→ What you should do
Find every line in the records below that contains the word "absolute", and copy each such line.

Records from a data collection:
——
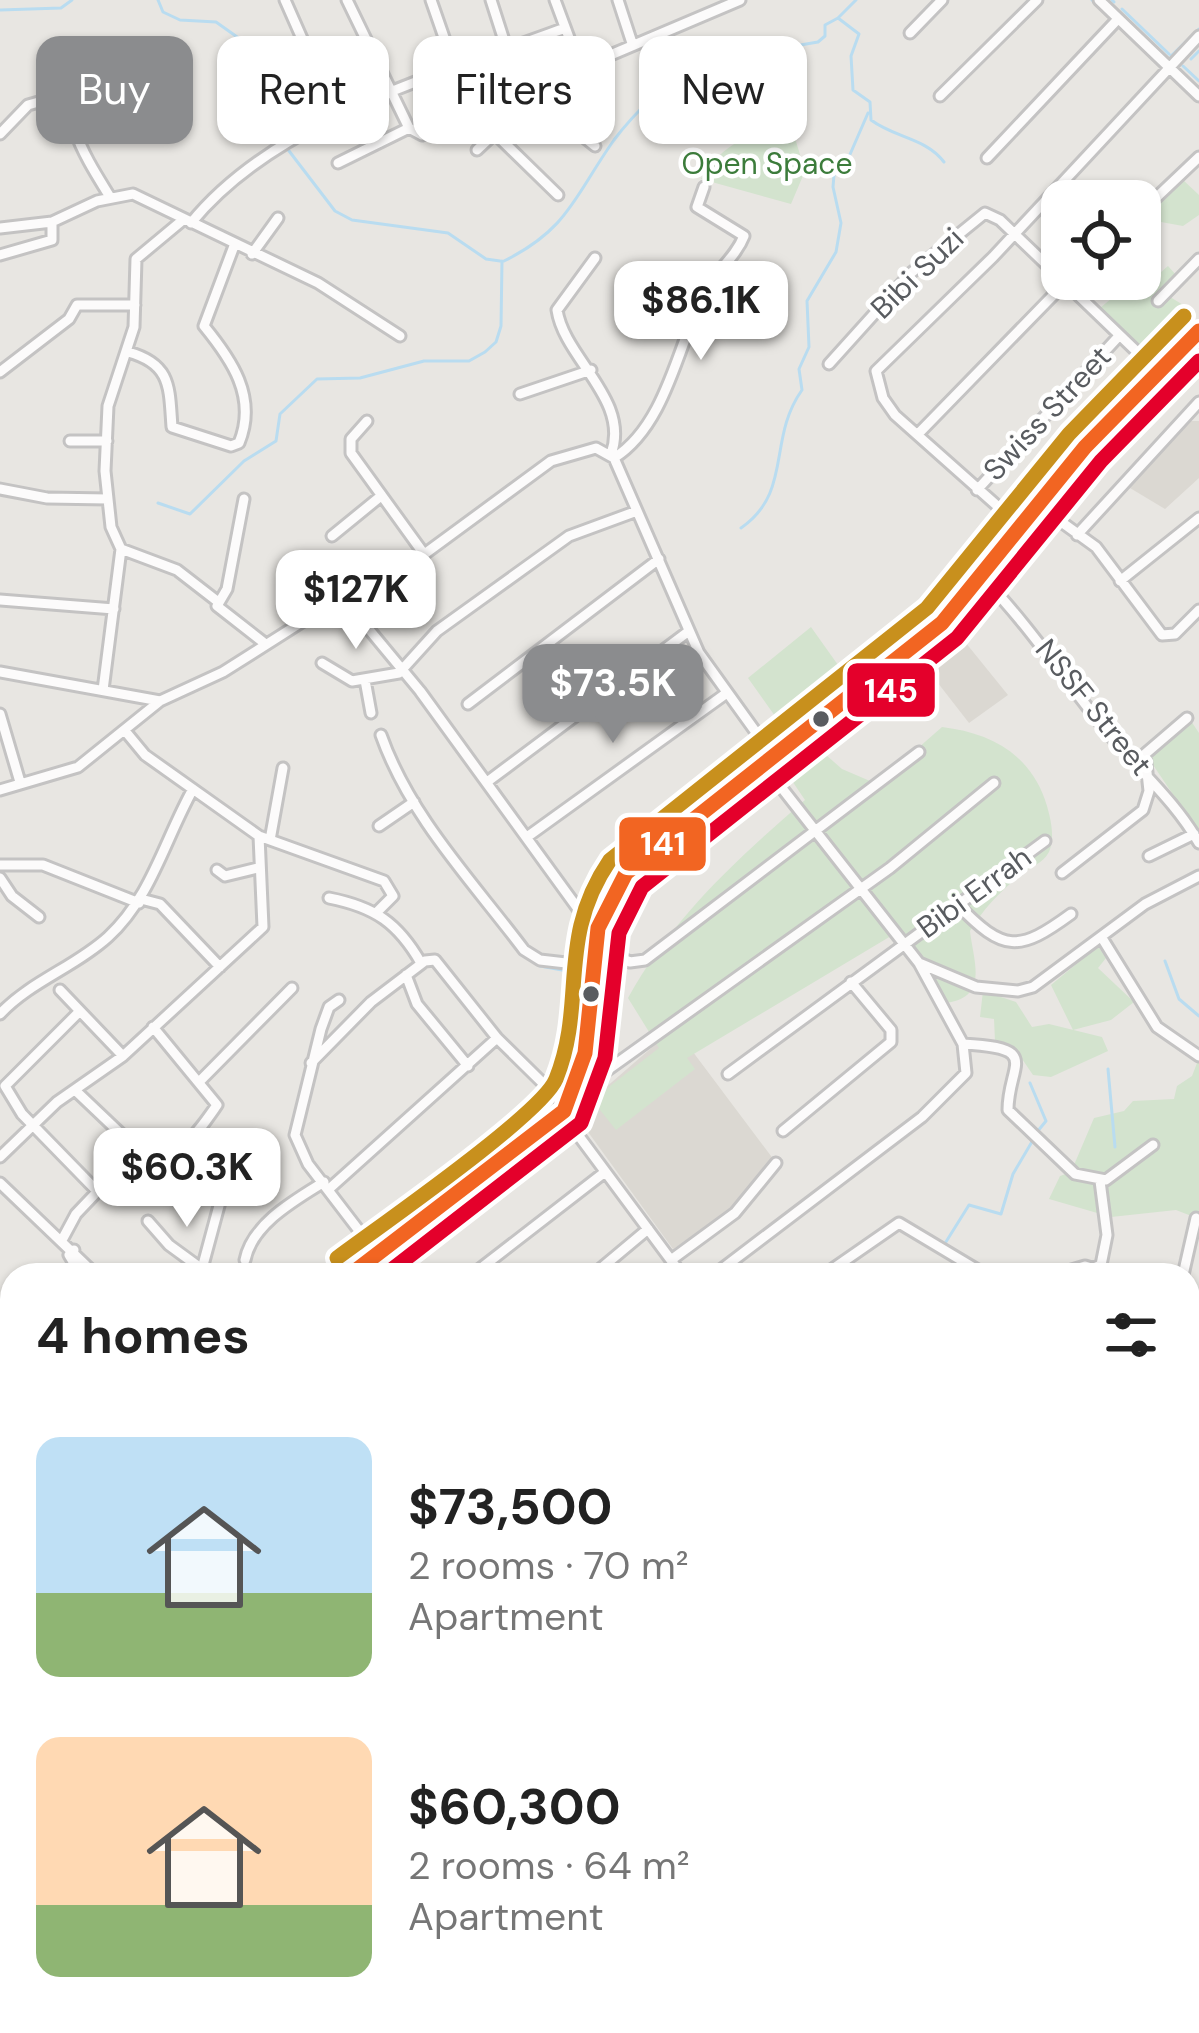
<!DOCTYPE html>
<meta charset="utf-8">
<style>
body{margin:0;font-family:"DM Sans",sans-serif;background:#f6f6f6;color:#222;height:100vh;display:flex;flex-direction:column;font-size:45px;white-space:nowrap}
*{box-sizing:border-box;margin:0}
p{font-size:39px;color:#767676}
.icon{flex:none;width:66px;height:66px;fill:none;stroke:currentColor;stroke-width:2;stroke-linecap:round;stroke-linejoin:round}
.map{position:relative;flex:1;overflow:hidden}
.drawer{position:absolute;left:0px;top:1263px;width:1200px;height:771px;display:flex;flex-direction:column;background:#fff;border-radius:36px 36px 0 0;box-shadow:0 3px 9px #0004}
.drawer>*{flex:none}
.top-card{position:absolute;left:36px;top:36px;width:1128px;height:108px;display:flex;gap:24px}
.buttons{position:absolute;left:1041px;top:180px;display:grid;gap:24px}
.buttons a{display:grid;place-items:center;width:120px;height:120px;border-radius:24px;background:#fff;box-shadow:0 3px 9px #0004;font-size:60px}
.price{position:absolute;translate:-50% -102px;padding:0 27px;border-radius:24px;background:#fff;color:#222;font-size:39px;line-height:78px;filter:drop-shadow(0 3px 6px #0008)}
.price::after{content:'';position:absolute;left:50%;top:72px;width:36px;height:27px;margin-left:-18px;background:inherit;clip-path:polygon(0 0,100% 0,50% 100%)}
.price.on{background:#8b8c8e;color:#fff}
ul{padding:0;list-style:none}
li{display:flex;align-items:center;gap:36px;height:300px;padding:0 36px}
li span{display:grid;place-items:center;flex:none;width:336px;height:240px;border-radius:24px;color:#555}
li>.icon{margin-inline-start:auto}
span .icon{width:144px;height:144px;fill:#fffc;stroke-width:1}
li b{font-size:51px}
h2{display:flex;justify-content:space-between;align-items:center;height:144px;padding:0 36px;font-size:51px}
.chip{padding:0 42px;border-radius:24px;background:#fff;box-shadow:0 3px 9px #0004;font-size:42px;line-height:108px}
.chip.on{background:#8b8c8e;color:#fff}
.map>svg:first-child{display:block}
.education{fill:#dbd8d2}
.green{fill:#d3e3ce}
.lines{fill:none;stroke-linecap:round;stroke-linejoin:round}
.stream{stroke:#b9dcf0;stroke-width:3}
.river{stroke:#b9dcf0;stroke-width:12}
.minor-casing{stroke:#c4c3c3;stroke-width:15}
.major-casing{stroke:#cec4b2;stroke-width:18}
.minor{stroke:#fcfbfb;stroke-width:9}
.major{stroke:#f0eee6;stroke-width:12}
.bus-1-casing{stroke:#fff;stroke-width:24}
.bus-2-casing{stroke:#fff;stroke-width:24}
.bus-3-casing{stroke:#fff;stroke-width:24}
.bus-1{stroke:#f26522;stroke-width:15}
.bus-2{stroke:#e4002b;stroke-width:15}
.bus-3{stroke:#c8901d;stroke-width:15}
.bus-dot{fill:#595c60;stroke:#fff;stroke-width:4.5}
.labels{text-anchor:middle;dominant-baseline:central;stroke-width:9;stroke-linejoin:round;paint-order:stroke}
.park-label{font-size:30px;fill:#3c7c3b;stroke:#fff}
.street-label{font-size:30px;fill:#595c60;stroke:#fff}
.line-badge{stroke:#fff;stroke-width:4.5}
.badge-label{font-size:33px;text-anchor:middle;font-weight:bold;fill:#fff}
</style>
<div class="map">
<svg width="1199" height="2033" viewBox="0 0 1199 2033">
<rect width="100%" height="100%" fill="#e8e6e2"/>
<!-- education -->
<path class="education" d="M1188,421H1199V478L1165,509L1130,488L1139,468Z
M957,632L1008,695L969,723L920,660Z
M664,1037L684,1040L774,1160L716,1223L673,1249L575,1114Z"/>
<!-- green -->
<path class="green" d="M791,125L805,171L791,204L701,179C719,146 755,128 791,125Z
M1182,179L1199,195V215L1183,226L1161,222L1150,211Z
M1168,266L1177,276L1153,300L1157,306L1170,297L1185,306L1163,347L1149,359L1100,308L1135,279L1145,286Z
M811,627L838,665L775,716L748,678Z
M1191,721L1199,733V833L1149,759Z
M942,727C992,733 1032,755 1047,806C1051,820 1055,838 1049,852C1043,864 1029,867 1020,875C1000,892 983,909 970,931C973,960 990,998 945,1003L901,930L687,1058L695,1069L616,1130L592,1100L659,1048L628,998C672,918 737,859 805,800L778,760L798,749L817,747L842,769L870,781L893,770Z
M1098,946L1106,958L1098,968L1134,1002L1111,1020L1073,1030L1051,985Z
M983,991L1016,1002L1032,1027L1049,1024L1102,1037L1108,1051L1051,1077L1033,1075L1020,1056L995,1041L994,1019L980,1017Z
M1199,1058V1219L1176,1210L1111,1217L1049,1199L1060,1176L1071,1172L1094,1118L1124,1111L1133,1101L1174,1099L1177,1086L1192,1076Z
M1188,1927H1199V2033H1163L1155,2022H1188Z"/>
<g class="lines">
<!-- stream -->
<path class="stream" d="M158,0L163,12L180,20L216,22L240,39L261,78L259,129L286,147L335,211L352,220L448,233L486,259L500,261
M856,0L838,18L859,34L851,56L853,90L870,102L871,120C895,138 926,138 944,162
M1092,0L1110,17
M1112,0L1114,2
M1122,9L1169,54
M0,10L61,8L72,0
M1120,27L1136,42
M1171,56L1199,29
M1191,59L1199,51
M1183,66L1199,81
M504,261C569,229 575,195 614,140C635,112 666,83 694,63L818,42L825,36V25L838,18
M1157,362L1188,334
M1134,385L1149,369
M1090,434L1130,389
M158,503L190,514L244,461L276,441L280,414L317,379L360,378L424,361H469L485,352L496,342L501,326L502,261
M741,528C793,492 767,439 802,390L799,369L809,347L807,301L836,252L841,223L833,187L835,163L848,159L868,113
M1125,583L1174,544
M887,655L958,593
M781,741L879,662
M721,790L764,755
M636,857L694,811
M510,939L540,966L584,974
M1165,961L1179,999L1199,1016
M578,1056L583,1006
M1108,1069L1115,1147
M588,1079L604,968
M1030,1083L1046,1121L1037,1132
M570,1116L583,1095
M548,1134L564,1122
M529,1148L544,1138
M515,1160L523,1153
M502,1169L509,1165
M484,1183L494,1175
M462,1200L476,1189
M382,1234L559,1105
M944,1245L969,1205L1001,1214L1013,1174L1033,1140
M390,1257L453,1207
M348,1266L366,1248
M366,1275L379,1266
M2,1555L12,1545
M0,2007L12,2033
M500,2033V2022"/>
<!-- river -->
<path class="river" d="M1188,1798L1199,1782
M0,1967L12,1964
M339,2022L354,2033
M1070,2033L1072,2022"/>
<!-- minor casing -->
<g class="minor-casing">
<path id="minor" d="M285,0L337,118
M347,0L409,128L422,135L740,0
M431,0L455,69
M491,0L507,50
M555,0L581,70
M618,0L632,43
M1099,0L1199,96
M910,33L942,0
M79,70C53,110 88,161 110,197
M546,85L543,104L595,146
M940,96L1037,0
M475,114L558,195
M0,134L28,105L67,94
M477,150L494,134
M987,158L1118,19
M338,163L409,128
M1140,213L1199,157
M184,219L136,259L134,327L108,406L105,471L111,527L121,549L177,570L217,601
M191,223C277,117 442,74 565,28
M0,228L52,222L97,201L133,194L318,283L400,336
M252,254L278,218
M0,255L52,240V222
M595,258L557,310C564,358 631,400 611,454
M1158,301L1199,259
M128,352C172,364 169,388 172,427L231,446L239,443C258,397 231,359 204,326L234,246
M829,364L911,273L985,213L1000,220L1157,371
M0,372L69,319L77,305H135
M520,394L591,370
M367,421L351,439V453L424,554
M918,434L1069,279
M70,441H107
M614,458C665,426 678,347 702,296C713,273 735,259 744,236L697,207L704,187
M0,489L47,498L108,499
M977,490L1118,337
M244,499L227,589L217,606L263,642
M1038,505L1096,547L1162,635L1175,634L1199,610
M1021,527L895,415L883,398L876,371L993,257L1199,36
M1077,535L1199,402
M332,536L381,496
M982,577C1029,625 1063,678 1105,729C1136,768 1174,799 1199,843
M1120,581L1199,518
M0,600L114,609
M348,604L420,691L597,935
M322,663L352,681L399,673L437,631L569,536L637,511
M0,672L160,701
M365,680L371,713
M103,690L121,549
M468,704L659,559
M0,714L20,782
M381,735C410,817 473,882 524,950L540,960L592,966
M763,764L919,963L976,987L1018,991L1033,987L1145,904L1199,876
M487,782L689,631
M0,790L78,767L160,701L223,672L305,620L366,597L551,461L596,448L614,458L699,653L773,756
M379,826L414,802
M259,836L384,881L393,896L377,912
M527,837L724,695
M270,840L283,768
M1149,856L1194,834
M0,865H43L139,903
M217,870L225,876L258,868
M1062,873L1143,810L1149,791L1145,754L1187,718
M0,878L12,896L39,917
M329,898C375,907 398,923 421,963
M141,899L160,904L220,967
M957,904C1004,953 1019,952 1071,914
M1102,938L1157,1027L1199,1056
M595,947L630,962L645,960L919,752
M406,975L417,1004L468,1066
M60,990L123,1056
M339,1000L329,1007L321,1029L295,1135L308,1164L393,1275
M79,1012L5,1086L22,1114L97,1191
M0,1014C31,981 75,967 108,937C151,898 165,839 193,789
M963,1044C1043,1048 1008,1064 1008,1110L1075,1174L1106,1180L1153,1145
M311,1063L371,1002L425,961L435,960L497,1038L562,1102L567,1120L682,1275
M728,1074L1045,841
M199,1082L292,988
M77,1092L139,1151
M574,1094L890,868L994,783
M783,1131L891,1042V1030L851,982
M0,1157L57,1102L123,1056L263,927L259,836L145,755L126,732
M0,1183L96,1275
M329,1189L497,1038
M148,1221L169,1245L210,1275
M62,1240L76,1214L132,1155L139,1151C175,1168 198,1132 217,1105L153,1027
M74,1250L69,1255L81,1275
M245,1260C252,1224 295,1200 324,1182
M671,1260L735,1213L776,1163
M203,1265L220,1202
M1094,1268L1101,1265L1107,1235L1100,1181
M472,1275L605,1172
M593,1275L648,1229
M714,1275L922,1117L966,1073L963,1044L919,963
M824,1275L899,1223L986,1275
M1055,1275L1085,1266L1114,1275
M1183,1275L1196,1218
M1188,1294L1199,1303
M1188,1438L1199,1348
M0,1448H12
M1188,1570L1199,1571
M12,1630V1638
M0,1765L12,1760
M0,1811L12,1809
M489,2033L490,2022
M780,2033L787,2022
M1178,2033L1189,2018"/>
</g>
<!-- major casing -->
<g class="major-casing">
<path id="major" d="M350,1275L564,1111C609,1040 568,939 626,873L942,623L1085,447L1199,331
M0,1544L12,1533
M1188,1619L1199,1615"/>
</g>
<!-- minor -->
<use href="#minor" class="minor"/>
<!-- major -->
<use href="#major" class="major"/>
<!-- bus-1 casing -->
<g class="bus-1-casing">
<path id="bus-1" d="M350,1275L564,1111L585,1053L598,928L626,873L942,623L1085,447L1199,331"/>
</g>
<!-- bus-2 casing -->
<g class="bus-2-casing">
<path id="bus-2" d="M385,1275L581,1123L605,1058L619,933L642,887L957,638L1101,461L1199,361"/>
</g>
<!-- bus-3 casing -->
<g class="bus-3-casing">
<path id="bus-3" d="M337,1258C377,1228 542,1114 556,1079C587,1002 556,939 610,860L927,608L1069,434L1184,316"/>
</g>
<!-- bus-1 -->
<use href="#bus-1" class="bus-1"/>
<!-- bus-2 -->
<use href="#bus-2" class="bus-2"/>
<!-- bus-3 -->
<use href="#bus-3" class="bus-3"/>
</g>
<!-- markers -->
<g class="bus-dot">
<circle cx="821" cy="719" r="10"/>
<circle cx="591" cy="994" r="10"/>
</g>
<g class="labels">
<!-- park labels -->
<g class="park-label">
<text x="767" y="163">Open Space</text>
</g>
<!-- street labels -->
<g class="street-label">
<text transform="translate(917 273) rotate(-44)">Bibi Suzi</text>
<text transform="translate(1047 413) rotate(-47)">Swiss Street</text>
<text transform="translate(1094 707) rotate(51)">NSSF Street</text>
<text transform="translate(974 892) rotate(-36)">Bibi Errah</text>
</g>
</g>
<g class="line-badge">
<rect x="845" y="661" width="92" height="58" rx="12" fill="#e4002b"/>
<rect x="617" y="815" width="91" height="58" rx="12" fill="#f26522"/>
</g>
<g class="badge-label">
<text x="891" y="702">145</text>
<text x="663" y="855">141</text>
</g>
</svg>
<div class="buttons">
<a><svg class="icon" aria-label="locate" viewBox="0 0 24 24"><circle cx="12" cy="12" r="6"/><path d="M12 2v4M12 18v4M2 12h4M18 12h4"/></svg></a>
</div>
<b class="price" style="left:701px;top:363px">$86.1K</b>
<b class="price" style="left:356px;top:652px">$127K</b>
<b class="price on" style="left:613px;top:746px">$73.5K</b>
<b class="price" style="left:187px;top:1230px">$60.3K</b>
<div class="top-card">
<a class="chip on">Buy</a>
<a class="chip">Rent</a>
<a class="chip">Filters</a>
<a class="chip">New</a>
</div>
<section class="drawer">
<h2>4 homes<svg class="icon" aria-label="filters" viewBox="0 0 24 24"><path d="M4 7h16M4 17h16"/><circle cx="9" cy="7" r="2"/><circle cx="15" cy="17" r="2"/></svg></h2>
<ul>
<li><span style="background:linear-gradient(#bfe0f5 65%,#8fb573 0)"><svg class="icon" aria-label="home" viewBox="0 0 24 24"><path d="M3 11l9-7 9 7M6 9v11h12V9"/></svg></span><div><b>$73,500</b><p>2 rooms · 70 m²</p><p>Apartment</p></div></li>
<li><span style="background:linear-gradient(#ffd9b3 70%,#8fb573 0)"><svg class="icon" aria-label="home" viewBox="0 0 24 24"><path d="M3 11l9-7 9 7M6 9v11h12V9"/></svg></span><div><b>$60,300</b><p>2 rooms · 64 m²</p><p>Apartment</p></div></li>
</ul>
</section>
</div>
——
→ Output for this exercise
.drawer{position:absolute;left:0px;top:1263px;width:1200px;height:771px;display:flex;flex-direction:column;background:#fff;border-radius:36px 36px 0 0;box-shadow:0 3px 9px #0004}
.top-card{position:absolute;left:36px;top:36px;width:1128px;height:108px;display:flex;gap:24px}
.buttons{position:absolute;left:1041px;top:180px;display:grid;gap:24px}
.price{position:absolute;translate:-50% -102px;padding:0 27px;border-radius:24px;background:#fff;color:#222;font-size:39px;line-height:78px;filter:drop-shadow(0 3px 6px #0008)}
.price::after{content:'';position:absolute;left:50%;top:72px;width:36px;height:27px;margin-left:-18px;background:inherit;clip-path:polygon(0 0,100% 0,50% 100%)}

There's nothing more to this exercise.